ACCELERATE_LOG_LEVEL=info accelerate launch --config_file deepspeed_zero3.yaml train_mamba/train_dpo.py mamba_llama/llama3_0.75_mamba_dpo_ep3.yaml
This model is available here.
We use the distilled SFT model from 25% attention to initialize this model.
Approach 1: SFT using CE loss of GPT-4 synthetic data
ACCELERATE_LOG_LEVEL=info accelerate launch --config_file deepspeed_zero3.yaml train_mamba/train_sft.py mamba_llama/llama3_0.875_mamba_sft.yaml
This model is available here.
Approach 2: SFT using KL loss of a larger teacher model, for example Llama-70B-instruct
.
Please check train_mamba/train_distill.py
and the Mamba-Llama-3.1 for details. It should have better results comapred with SFT using CE loss of GPT-4 synthetic data.

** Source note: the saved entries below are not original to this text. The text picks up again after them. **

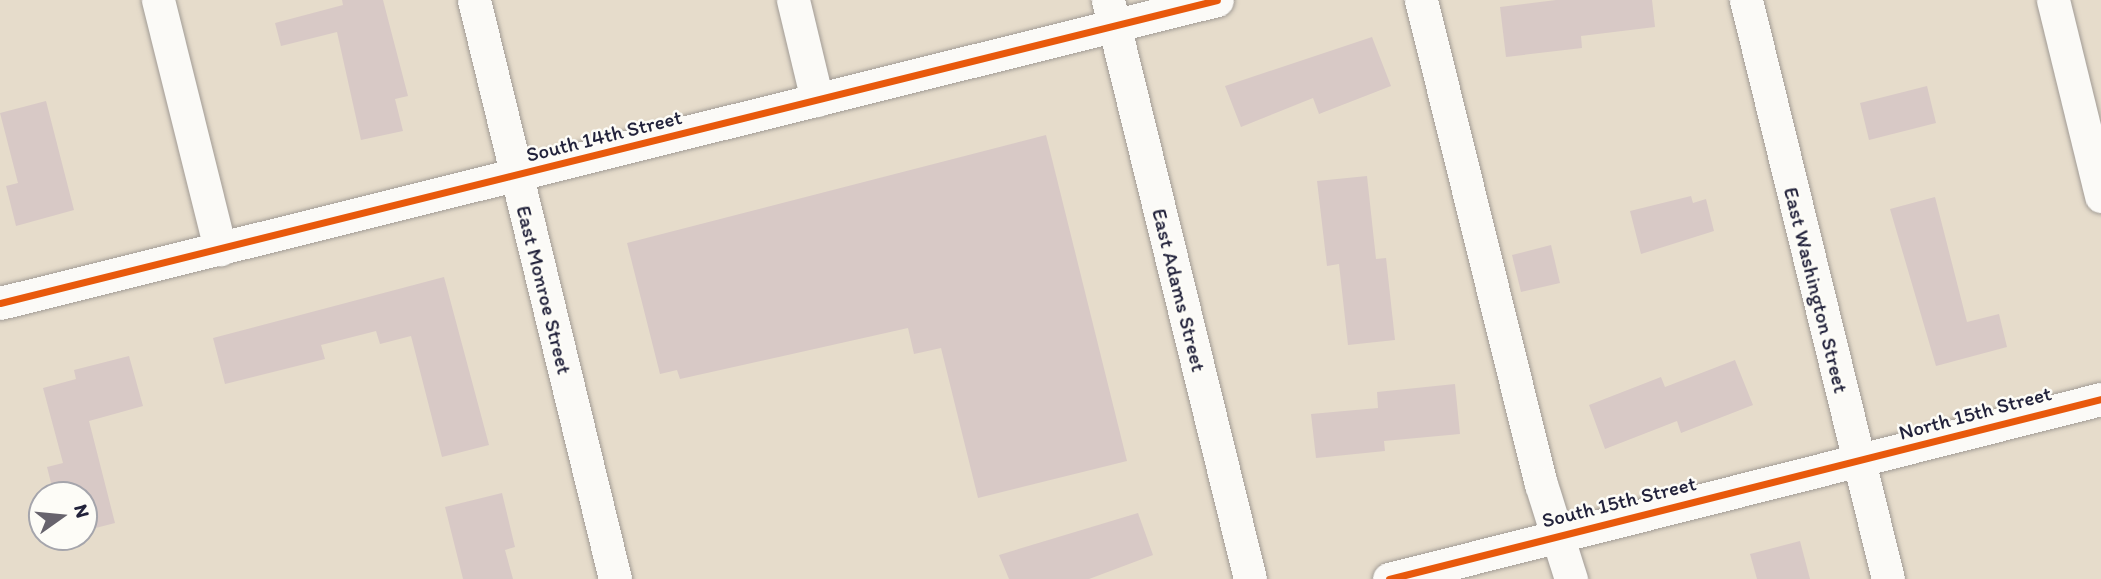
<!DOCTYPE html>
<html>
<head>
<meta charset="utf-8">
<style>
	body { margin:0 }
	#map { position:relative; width:2101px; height:579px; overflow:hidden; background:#e6dccb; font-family:Itim,sans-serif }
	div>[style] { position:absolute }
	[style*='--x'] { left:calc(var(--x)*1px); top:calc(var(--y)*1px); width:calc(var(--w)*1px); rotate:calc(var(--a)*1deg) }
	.building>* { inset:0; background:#d8c9c6 }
	.roads { filter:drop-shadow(0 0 2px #a19b95) drop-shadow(0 0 2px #a19b95) }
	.minor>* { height:33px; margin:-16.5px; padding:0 16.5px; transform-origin:16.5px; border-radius:16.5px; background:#fbfaf7 }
	.cycleway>* { height:7px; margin:-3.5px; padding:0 3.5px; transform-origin:3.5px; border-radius:3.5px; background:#e8590c }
	span { translate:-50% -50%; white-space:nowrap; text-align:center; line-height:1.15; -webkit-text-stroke:5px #fdfcf7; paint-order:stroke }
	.street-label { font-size:21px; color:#22223b }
	.north { position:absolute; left:28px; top:481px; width:70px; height:70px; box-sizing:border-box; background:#fdfcf7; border:2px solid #a5a5ac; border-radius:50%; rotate:75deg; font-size:19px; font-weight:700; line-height:28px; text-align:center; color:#22223b }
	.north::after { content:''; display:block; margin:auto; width:24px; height:32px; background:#67636d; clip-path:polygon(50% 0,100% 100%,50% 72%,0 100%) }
</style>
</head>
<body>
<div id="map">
	<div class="building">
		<i style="clip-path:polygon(342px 0,383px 0,408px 96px,395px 99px,403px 131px,361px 140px,337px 32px,281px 46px,275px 23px,343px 5px)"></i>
		<i style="clip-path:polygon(1556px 0,1652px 0,1655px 27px,1581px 36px,1582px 48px,1506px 57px,1500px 7px)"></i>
		<i style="clip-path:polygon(1372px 37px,1391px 86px,1319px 114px,1313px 98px,1241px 127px,1225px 86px)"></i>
		<i style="clip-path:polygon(1927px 86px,1936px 123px,1869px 140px,1860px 103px)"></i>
		<i style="clip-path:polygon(46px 101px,74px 210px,16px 226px,6px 186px,18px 183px,0 113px)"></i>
		<i style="clip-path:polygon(1046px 135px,1127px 461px,978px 498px,941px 348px,914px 354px,908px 328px,680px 379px,677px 370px,660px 374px,627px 243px)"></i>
		<i style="clip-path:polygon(1367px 176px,1376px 259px,1386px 258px,1395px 340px,1348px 345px,1339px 264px,1327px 266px,1317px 181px)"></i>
		<i style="clip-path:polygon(1691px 196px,1693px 203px,1706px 199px,1714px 231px,1641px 254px,1630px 211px)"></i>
		<i style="clip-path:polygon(1935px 197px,1967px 322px,1999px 314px,2007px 347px,1936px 366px,1890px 209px)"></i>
		<i style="clip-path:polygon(1551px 245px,1560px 283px,1521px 292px,1512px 255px)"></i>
		<i style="clip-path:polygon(444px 277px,489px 445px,442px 457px,411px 336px,380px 344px,376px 331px,321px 345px,325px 359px,225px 384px,213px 338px)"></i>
		<i style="clip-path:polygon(129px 356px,143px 406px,89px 421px,115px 523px,84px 531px,84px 495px,54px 495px,47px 467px,63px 463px,43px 388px,76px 379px,74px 370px)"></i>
		<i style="clip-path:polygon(1735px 360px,1753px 405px,1681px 433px,1677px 421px,1605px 449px,1589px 405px,1661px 377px,1665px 387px)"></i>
		<i style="clip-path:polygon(1455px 384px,1460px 434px,1384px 441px,1385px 451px,1316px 458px,1311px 414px,1378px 408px,1377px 392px)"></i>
		<i style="clip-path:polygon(502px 493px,515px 547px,505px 550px,513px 579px,463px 579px,445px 507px)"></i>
		<i style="clip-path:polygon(1138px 513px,1153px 555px,1089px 579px,1009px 579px,999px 555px)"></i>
		<i style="clip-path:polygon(1800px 541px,1810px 579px,1757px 579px,1750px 554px)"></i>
	</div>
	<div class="roads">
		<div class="minor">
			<i style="--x:158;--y:0;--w:257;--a:76"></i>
			<i style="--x:474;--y:0;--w:596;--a:76.31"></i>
			<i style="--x:793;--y:0;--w:103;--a:76.5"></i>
			<i style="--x:1108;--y:0;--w:596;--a:76.22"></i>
			<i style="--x:1421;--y:0;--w:499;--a:76.1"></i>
			<i style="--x:1541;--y:484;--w:100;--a:72.5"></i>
			<i style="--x:1746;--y:0;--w:596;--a:76.22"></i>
			<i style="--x:2053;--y:0;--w:202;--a:76.2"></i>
			<i style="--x:0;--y:303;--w:1254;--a:-13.98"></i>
			<i style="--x:1389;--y:579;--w:734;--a:-14.19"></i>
		</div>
	</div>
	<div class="cycleway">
		<i style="--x:0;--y:303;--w:1254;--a:-13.98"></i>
		<i style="--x:1389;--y:579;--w:734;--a:-14.19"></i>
	</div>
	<div class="street-label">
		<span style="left:604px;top:136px;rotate:-14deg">South 14th Street</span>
		<span style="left:544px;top:290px;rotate:76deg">East Monroe Street</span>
		<span style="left:1179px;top:290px;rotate:76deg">East Adams Street</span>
		<span style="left:1816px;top:290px;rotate:76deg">East Washington Street</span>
		<span style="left:1975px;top:413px;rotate:-15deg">North 15th Street</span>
		<span style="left:1619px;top:502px;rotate:-14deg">South 15th Street</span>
	</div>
	<div class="north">N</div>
</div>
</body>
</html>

If you don't do Layerwise Distillation phrase, you should set with_distill
to False and it will initialize using attention linear layers. If you already do Layerwise Distillation phrase, you should set with_distill
to True, and it loads the model trained after the first phrase.
ACCELERATE_LOG_LEVEL=info accelerate launch --config_file deepspeed_zero3.yaml train_mamba/train_dpo.py mamba_llama/llama3_0.875_mamba_dpo_ep1.yaml
This model is available here.
ACCELERATE_LOG_LEVEL=info accelerate launch --config_file deepspeed_zero3.yaml train_mamba/train_dpo.py mamba_llama/llama3_0.875_mamba_dpo_ep3.yaml
This model is available here.
Please follow the instructions here
For Mamba 2 models, you can just change the script path from train_mamba/*.py
to train_mamba2/*.py
.
After releasing our models, we found that using a larger teacher model and minimizing it with KL divergence loss leads to a better model in the distillation phase. Please check train_mamba/train_distill.py, train_mamba2/train_distill.py and our Mamba 3.2B for more details.